In the Beginning Was the Eye
The camera acts as a winking eye spying into a poet´s workroom. Books are stacked to the ceiling, and the poet moves agilely between typewriters and shelves, leafs through books or, like Alice, enters a looking-glass. Bodo Hell cuts a restless figure, a man of the word setting off on a journey into the images - or behind them.
Dominated by its artificial gaze from the very beginning, this film becomes even more technically complex in its middle: In a rhythmic montage, innumerable postcard motifs rain down upon the viewer, which the protagonist then enters as if they were real landscapes.
(Dominik Kamalzadeh, Der Standard, Vienna)

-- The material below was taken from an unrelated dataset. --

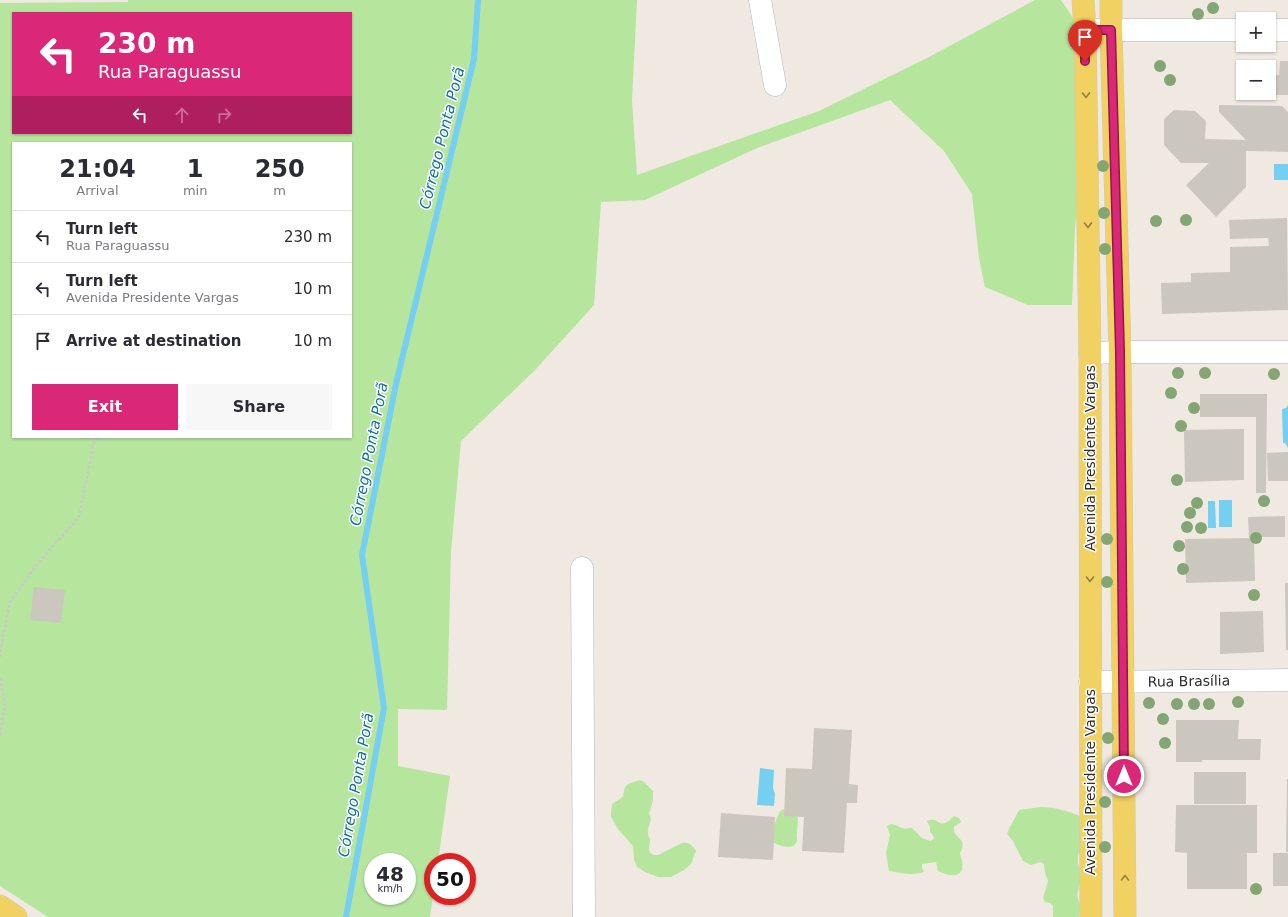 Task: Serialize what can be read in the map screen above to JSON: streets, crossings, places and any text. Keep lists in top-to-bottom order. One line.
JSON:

Bady Minck re-evaluates irreverent worlds of images in the form of thousands of postcards whose ardently kitschy views of Austria are re-animated by the avant-garde filmmaker. Her cinematic narrative of a poet´s search for images provides the framework for a critical reconquest of an idyllic Alpine landscape. Using breathtaking montage work and elaborate film technology, Bady Minck penetrates deep into the sultry colour of the postcards without succumbing to their camped-up charms.
(Daniel Kothenschulte, Frankfurter Rundschau)
In Minck´s race of word against image, the image is the obvious winner: Single frame shots, dissolves and language employed as a musical element in a fast-paced composition of words and images are combined to create a film which goes against conventions and expectations. In the Beginning Was the Eye is a film about story-telling and remembering, the volatility of language and images, and about the tricks played on us by our senses - a philosophical consideration of reproduction and reality, identity, nature and civilization.
(Irmgard Schmidmaier, d´Land, Luxembourg)
A poet in his refuge, surrounded by books and notes, at the mercy of words. A mountain range forms on the empty pages of a book, inviting the poet and us on a journey through the countryside, its history revealed to be a series of innumerable postcards, one fading to the next. The viewer-traveller himself becomes part of this spatial composition. At the end his own image is all that remains: two-dimensional and at the mercy of a nature which has radically withdrawn from the observer as a view.
The film creates a typology of movement which talks from the very heart of the cinema multiple exposures, single frame techniques, time-lapse and slow motion have assumed an anomalous role that functions in ways completely contrary to standardized expectations and habits of seeing. The principle of filmic movement is changed by remarkable images which have never been seen before.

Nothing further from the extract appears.